Try it
Print the whole listing, unchanged.

Collected material
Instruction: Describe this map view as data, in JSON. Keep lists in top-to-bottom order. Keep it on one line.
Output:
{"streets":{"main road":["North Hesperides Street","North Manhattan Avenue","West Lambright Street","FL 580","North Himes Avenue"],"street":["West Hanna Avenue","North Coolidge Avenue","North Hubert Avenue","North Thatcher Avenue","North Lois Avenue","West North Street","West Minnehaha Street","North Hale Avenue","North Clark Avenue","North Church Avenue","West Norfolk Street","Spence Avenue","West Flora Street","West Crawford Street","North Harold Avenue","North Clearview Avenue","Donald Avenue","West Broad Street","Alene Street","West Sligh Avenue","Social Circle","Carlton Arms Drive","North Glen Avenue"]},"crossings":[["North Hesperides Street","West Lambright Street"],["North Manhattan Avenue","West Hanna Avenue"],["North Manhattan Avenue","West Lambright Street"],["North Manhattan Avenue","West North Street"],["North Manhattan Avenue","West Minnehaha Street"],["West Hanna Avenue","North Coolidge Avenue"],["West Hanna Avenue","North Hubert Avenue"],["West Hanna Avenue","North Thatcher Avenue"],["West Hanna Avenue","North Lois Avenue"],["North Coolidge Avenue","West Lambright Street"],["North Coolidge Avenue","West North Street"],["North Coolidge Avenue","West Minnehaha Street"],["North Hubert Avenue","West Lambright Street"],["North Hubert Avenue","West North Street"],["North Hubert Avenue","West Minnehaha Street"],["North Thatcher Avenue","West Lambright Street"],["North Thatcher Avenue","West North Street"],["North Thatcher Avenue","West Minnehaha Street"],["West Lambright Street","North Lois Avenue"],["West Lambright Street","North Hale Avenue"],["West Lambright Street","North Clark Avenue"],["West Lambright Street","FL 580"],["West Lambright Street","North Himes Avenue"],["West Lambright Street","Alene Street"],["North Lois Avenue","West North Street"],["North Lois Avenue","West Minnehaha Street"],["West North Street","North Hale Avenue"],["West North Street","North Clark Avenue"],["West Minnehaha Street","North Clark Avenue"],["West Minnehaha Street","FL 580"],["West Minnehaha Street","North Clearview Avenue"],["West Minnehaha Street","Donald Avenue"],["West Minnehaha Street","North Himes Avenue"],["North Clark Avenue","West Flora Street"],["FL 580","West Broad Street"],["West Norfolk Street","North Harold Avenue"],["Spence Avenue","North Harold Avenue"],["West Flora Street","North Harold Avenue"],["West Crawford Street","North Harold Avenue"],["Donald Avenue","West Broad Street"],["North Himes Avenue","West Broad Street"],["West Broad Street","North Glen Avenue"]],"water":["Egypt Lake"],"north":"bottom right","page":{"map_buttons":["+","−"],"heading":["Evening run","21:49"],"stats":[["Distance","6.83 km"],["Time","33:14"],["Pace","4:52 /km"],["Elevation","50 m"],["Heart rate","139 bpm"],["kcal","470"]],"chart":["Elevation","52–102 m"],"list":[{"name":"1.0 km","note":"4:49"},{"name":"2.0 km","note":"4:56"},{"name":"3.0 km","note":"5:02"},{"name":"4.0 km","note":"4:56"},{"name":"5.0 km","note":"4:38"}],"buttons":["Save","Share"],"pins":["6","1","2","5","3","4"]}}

Answer section
Instruction: Describe this map view as data, in JSON. Keep lists in top-to-bottom order. Keep it on one line.
Output:
{"streets":{"main road":["North Hesperides Street","North Manhattan Avenue","West Lambright Street","FL 580","North Himes Avenue"],"street":["West Hanna Avenue","North Coolidge Avenue","North Hubert Avenue","North Thatcher Avenue","North Lois Avenue","West North Street","West Minnehaha Street","North Hale Avenue","North Clark Avenue","North Church Avenue","West Norfolk Street","Spence Avenue","West Flora Street","West Crawford Street","North Harold Avenue","North Clearview Avenue","Donald Avenue","West Broad Street","Alene Street","West Sligh Avenue","Social Circle","Carlton Arms Drive","North Glen Avenue"]},"crossings":[["North Hesperides Street","West Lambright Street"],["North Manhattan Avenue","West Hanna Avenue"],["North Manhattan Avenue","West Lambright Street"],["North Manhattan Avenue","West North Street"],["North Manhattan Avenue","West Minnehaha Street"],["West Hanna Avenue","North Coolidge Avenue"],["West Hanna Avenue","North Hubert Avenue"],["West Hanna Avenue","North Thatcher Avenue"],["West Hanna Avenue","North Lois Avenue"],["North Coolidge Avenue","West Lambright Street"],["North Coolidge Avenue","West North Street"],["North Coolidge Avenue","West Minnehaha Street"],["North Hubert Avenue","West Lambright Street"],["North Hubert Avenue","West North Street"],["North Hubert Avenue","West Minnehaha Street"],["North Thatcher Avenue","West Lambright Street"],["North Thatcher Avenue","West North Street"],["North Thatcher Avenue","West Minnehaha Street"],["West Lambright Street","North Lois Avenue"],["West Lambright Street","North Hale Avenue"],["West Lambright Street","North Clark Avenue"],["West Lambright Street","FL 580"],["West Lambright Street","North Himes Avenue"],["West Lambright Street","Alene Street"],["North Lois Avenue","West North Street"],["North Lois Avenue","West Minnehaha Street"],["West North Street","North Hale Avenue"],["West North Street","North Clark Avenue"],["West Minnehaha Street","North Clark Avenue"],["West Minnehaha Street","FL 580"],["West Minnehaha Street","North Clearview Avenue"],["West Minnehaha Street","Donald Avenue"],["West Minnehaha Street","North Himes Avenue"],["North Clark Avenue","West Flora Street"],["FL 580","West Broad Street"],["West Norfolk Street","North Harold Avenue"],["Spence Avenue","North Harold Avenue"],["West Flora Street","North Harold Avenue"],["West Crawford Street","North Harold Avenue"],["Donald Avenue","West Broad Street"],["North Himes Avenue","West Broad Street"],["West Broad Street","North Glen Avenue"]],"water":["Egypt Lake"],"north":"bottom right","page":{"map_buttons":["+","−"],"heading":["Evening run","21:49"],"stats":[["Distance","6.83 km"],["Time","33:14"],["Pace","4:52 /km"],["Elevation","50 m"],["Heart rate","139 bpm"],["kcal","470"]],"chart":["Elevation","52–102 m"],"list":[{"name":"1.0 km","note":"4:49"},{"name":"2.0 km","note":"4:56"},{"name":"3.0 km","note":"5:02"},{"name":"4.0 km","note":"4:56"},{"name":"5.0 km","note":"4:38"}],"buttons":["Save","Share"],"pins":["6","1","2","5","3","4"]}}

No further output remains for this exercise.